CHP Bartın Milletvekili Aysu Bankoğlu, 25 Kasım Kadına Yönelik Şiddet Karşı Uluslararası Mücadele Günü dolayısıyla yaptığı açıklamada; “İktidarın şiddetten, şiddetin iktidardan beslendiği bir dönemin içindeyiz. Son seçimlerde ‘kutsal aile’, ‘6284 zulmü’, ‘süresiz nafaka kaldırılsın’ gibi söylemlerle; son haftalarda ise ‘Yeni Anayasa’ diyerek kadınların temel haklarını dahi tartışmaya açan bir iktidar anlayışıyla karşı karşıyayız. Aile anlayışını evli ve çocuklu kadınlar üzerinden tanımlayan bu zihniyet, boşanmayı zorlaştıran yaklaşım ve uygulamaları ile kadınların hayatını tehlikeye atmaktan, varsa çocukların da can güvenliğini ve ruhsal durumlarını hiçe saymaktan vazgeçmiyor” değerlendirmesini yaptı.
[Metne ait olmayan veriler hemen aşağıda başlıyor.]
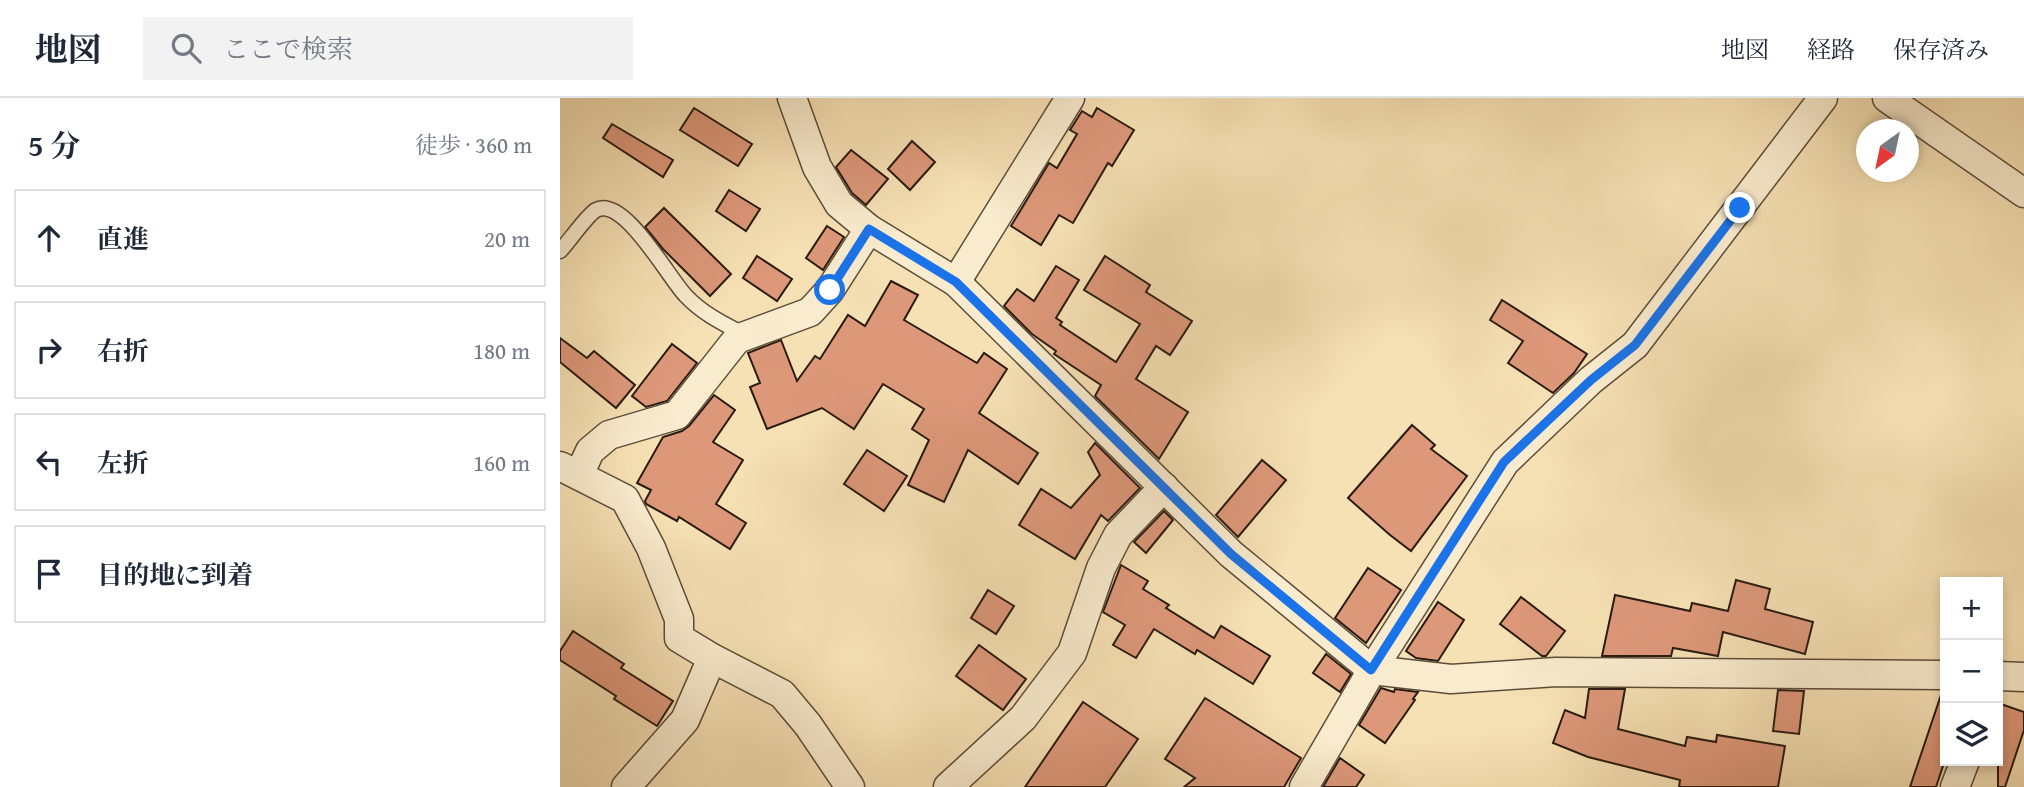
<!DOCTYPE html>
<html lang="ja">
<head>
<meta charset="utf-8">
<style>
  :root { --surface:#fff; --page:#f2f2f3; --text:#1f2937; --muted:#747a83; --line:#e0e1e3 }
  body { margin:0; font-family:"Gentium Book Plus","Noto Serif JP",serif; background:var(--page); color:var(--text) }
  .controls { position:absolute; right:21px; bottom:21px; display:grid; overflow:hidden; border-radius:0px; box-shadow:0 4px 10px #0003 }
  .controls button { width:63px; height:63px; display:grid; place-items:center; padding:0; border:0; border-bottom:2px solid var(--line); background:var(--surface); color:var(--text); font:35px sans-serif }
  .compass { position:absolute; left:1296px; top:21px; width:63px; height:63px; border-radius:50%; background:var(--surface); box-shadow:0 4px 10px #0003; rotate:213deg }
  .stop { position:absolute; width:21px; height:21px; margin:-16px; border:5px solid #1a73e8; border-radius:50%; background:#fff }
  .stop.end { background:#1a73e8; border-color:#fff; box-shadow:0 2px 7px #0008 }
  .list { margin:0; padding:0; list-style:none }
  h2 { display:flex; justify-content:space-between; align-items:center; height:91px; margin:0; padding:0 28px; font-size:30px }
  h2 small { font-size:23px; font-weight:400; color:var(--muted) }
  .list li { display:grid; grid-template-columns:46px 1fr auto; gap:21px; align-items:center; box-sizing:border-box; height:98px; margin:0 14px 14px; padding:0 14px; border:2px solid var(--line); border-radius:0px }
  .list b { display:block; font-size:26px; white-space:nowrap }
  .list em { font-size:23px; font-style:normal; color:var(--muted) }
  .icon { flex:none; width:38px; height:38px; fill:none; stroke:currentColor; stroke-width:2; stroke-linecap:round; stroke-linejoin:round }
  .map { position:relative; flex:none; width:1464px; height:689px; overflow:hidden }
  header { display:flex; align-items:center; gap:42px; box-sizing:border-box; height:98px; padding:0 35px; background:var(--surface); border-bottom:2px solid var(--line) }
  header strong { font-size:33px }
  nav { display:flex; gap:38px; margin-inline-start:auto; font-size:24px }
  .search { width:490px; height:63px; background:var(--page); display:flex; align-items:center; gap:18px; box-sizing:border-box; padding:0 24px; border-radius:0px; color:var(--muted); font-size:26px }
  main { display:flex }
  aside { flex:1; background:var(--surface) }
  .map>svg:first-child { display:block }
  .building { fill:#dd987a; stroke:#2a1b12; stroke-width:2 }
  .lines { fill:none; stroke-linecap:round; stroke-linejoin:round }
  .service-casing { stroke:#5d4c3a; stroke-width:17 }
  .minor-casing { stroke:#5d4c3a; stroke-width:31 }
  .service { stroke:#f9ecce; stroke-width:14 }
  .minor { stroke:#f9ecce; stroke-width:28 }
  .route { stroke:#1a73e8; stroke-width:9 }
</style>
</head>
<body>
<header>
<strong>地図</strong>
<div class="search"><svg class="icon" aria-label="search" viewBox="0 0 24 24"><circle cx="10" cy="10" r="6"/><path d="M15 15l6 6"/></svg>ここで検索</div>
<nav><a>地図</a><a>経路</a><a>保存済み</a></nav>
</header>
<main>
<aside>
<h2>5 分<small>徒歩 · 360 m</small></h2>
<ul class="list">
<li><svg class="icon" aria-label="ahead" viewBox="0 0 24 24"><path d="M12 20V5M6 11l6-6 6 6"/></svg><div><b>直進</b></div><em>20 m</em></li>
<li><svg class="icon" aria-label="right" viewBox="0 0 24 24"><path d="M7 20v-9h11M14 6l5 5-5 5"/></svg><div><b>右折</b></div><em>180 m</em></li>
<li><svg class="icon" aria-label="left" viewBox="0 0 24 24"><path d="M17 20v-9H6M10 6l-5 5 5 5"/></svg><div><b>左折</b></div><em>160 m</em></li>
<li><svg class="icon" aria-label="arrive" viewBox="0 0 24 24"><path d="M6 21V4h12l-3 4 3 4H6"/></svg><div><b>目的地に到着</b></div></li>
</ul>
</aside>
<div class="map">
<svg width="1464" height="689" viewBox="0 0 1464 689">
  <rect width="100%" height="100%" fill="#f6e1b4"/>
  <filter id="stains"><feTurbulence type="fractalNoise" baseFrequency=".00286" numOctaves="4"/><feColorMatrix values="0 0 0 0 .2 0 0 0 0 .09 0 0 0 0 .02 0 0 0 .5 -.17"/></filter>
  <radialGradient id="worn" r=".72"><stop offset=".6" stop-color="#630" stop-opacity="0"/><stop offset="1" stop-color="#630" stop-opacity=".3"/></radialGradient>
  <!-- building -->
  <g class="building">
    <path d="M134,10L192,46L178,68L120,32Z"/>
    <path d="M537,10L574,32L552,68L548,65L513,125L499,117L481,147L451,128L489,65L497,70L517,36L510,32L522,13L532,19Z"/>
    <path d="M52,26L113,62L103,79L43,40Z"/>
    <path d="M352,43L375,64L350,92L328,71Z"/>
    <path d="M291,52L328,81L306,107L292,95L276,69Z"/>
    <path d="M169,92L200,111L186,133L156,113Z"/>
    <path d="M104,110L171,176L150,198L103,151L85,129Z"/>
    <path d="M267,128L284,139L263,172L246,160Z"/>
    <path d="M197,158L232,181L217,203L183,180Z"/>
    <path d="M545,158L590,187L586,194L632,223L610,257L596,248L576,281L628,314L599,361L535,298L541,287L494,256L496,253L472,236L444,208L457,191L474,203L496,168L519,182L496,220L502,224L500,227L556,264L580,226L524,192Z"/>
    <path d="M331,183L358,197L344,222L417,265L424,255L447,271L419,315L478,355L458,386L408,352L384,404L348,387L369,342L352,331L364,311L323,286L294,331L262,310L207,331L190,289L200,285L188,255L221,242L237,283L255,258L260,261L288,217L305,228Z"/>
    <path d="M942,202L1027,256L1014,275L993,295L948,265L963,243L930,222Z"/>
    <path d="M0,240L27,260L34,253L75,287L56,310L0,264Z"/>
    <path d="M112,246L137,265L107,303L86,309L72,298Z"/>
    <path d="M154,297L175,312L153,344L183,362L156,406L186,425L170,451L119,419L117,423L86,406L85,403L91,392L77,385L103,339L122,333L129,328Z"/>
    <path d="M852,327L875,347L871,351L907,378L851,453L830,437L788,400Z"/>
    <path d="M535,345L580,390L548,423L541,417L515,461L459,427L481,391L511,410L540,377L528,354Z"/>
    <path d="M307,352L347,378L324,413L284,386Z"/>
    <path d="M702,362L726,382L678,439L656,417Z"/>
    <path d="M604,413L613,422L586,455L574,444Z"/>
    <path d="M561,467L588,483L583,491L609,507L606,510L654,540L661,528L710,558L693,586L637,552L635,556L594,531L576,560L553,547L565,527L543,514Z"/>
    <path d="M808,470L841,492L806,545L775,520Z"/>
    <path d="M1176,482L1210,491L1205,511L1253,524L1245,556L1163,534L1158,558L1113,550L1111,558H1042L1055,497L1130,513L1132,505L1168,513Z"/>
    <path d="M428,492L454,508L436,536L411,520Z"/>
    <path d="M961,499L1005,533L986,558H982L940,526Z"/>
    <path d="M878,504L904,522L878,563L856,560L846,553Z"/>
    <path d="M13,533L64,566L61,570L113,603L97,628L54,601L56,598L0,562V553Z"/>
    <path d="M419,547L466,581L443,612L396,578Z"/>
    <path d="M766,556L791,576L780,594L753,575Z"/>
    <path d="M821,590L834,594L835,591L858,594L853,601L855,602L825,645L799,627Z"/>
    <path d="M1029,591H1065L1058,631L1125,648L1127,639L1156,644L1157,637L1225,648L1218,689H1119L1120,682L1028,659L993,645L1005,612L1025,620Z"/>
    <path d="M1218,592L1244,593L1239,636L1213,633Z"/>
    <path d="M1382,594L1385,595V662L1376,689H1350Z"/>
    <path d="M645,600L741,660L724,689H624L635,680L605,661Z"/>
    <path d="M523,604L578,641L545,689H465Z"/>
    <path d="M1438,605L1464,614V632L1445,689H1438Z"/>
    <path d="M780,660L804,677L796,689H763Z"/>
  </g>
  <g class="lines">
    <!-- service casing -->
    <g class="service-casing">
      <path id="service" d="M0,153C8,145 27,117 36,112C64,97 109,181 126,198C143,216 164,226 185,237"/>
    </g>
    <!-- minor casing -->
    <g class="minor-casing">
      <g id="minor">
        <path d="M232,0L257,69L279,106L309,131L396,184L671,456L812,572L891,581L996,574L1385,577"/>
        <path d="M1327,0L1464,95"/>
        <path d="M396,184L510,0"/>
        <path d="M0,368L65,401L91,450L119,521V540L152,560L222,596L248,627L290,689"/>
        <path d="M19,377L30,353L49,337L117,317L177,241L250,214L270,192L309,131"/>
        <path d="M1438,578L1464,579"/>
        <path d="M66,689L125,622L152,560"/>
        <path d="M388,689L463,620L512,555L541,470L558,437L604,389"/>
        <path d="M744,689L812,572L945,364L1031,282L1075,247L1263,0"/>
        <path d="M1395,689L1405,663"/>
      </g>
    </g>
    <!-- service -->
    <use href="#service" class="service"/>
    <!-- minor -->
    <use href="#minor" class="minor"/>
  </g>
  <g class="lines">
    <!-- route -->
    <path class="route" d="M270,192L309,131L396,184L671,456L811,572L944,364L1031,282L1075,247L1180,110"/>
  </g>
  <rect width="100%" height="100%" filter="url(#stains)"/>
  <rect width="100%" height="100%" fill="url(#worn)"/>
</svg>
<div class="controls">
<button>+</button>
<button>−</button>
<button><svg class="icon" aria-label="layers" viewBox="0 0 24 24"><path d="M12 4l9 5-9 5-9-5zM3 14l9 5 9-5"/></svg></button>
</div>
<svg class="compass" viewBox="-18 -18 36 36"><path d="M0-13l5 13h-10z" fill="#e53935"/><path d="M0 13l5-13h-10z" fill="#747a83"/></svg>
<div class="stop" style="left:270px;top:192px"></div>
<div class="stop end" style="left:1180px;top:110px"></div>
</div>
</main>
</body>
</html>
CHP Bartın Milletvekili Aysu Bankoğlu, 25 Kasım Kadına Yönelik Şiddet Karşı Uluslararası Mücadele Günü dolayısıyla açıklama yaptı. Bankoğlu, şu değerlendirmeleri yaptı:
“Kadına yönelik şiddetin sıradanlaştığı, olağan hale geldiği, tam da bu nedenle her gün daha fazla şiddet olaylarının gerçekleştiği bir ülkede yaşıyoruz. Bianet’in verilerinde yıl başından bugüne en az 288 kadının öldürdüğünü, sadece güvenlik güçlerine bildirilmiş 350 kadına taciz ve yine sayısız cinsel şiddet, istismar vakalarının yaşandığını görüyoruz. Şiddet sadece şiddete maruz kalanların değil; tüm toplumun sorunu olduğu ölçüde politik bir boyut da taşıyor. Özellikle siyasi alanda cinsiyetçi politikalar ve söylemler üreten, kadını eve hapseden, kadın bedeni üzerinde tahakküm kurmayı hedefleyen, kadını yaşamın her alanında engelleyen, özgürlüğünü kısıtlayan girişimler şiddetin sıradanlaşmasına neden oluyor. Siyasi alanda başlayan ayrımcılık, toplumsal alana da nüfuz ederek sosyal politikalardan medyaya, hukuki düzenlemelerden eğitim müfredatına kadar birçok alanda şiddetin sıradanlaşmasına, hatta kurumsallaşmasına neden oluyor. Bu yönüyle kadına yönelik şiddetin bu denli artmasında İstanbul Sözleşmesi’nden ‘ben yaptım oldu’ diyerek bir kararla çıkan ‘tek adam’ zihniyetinin de payı bulunmaktadır.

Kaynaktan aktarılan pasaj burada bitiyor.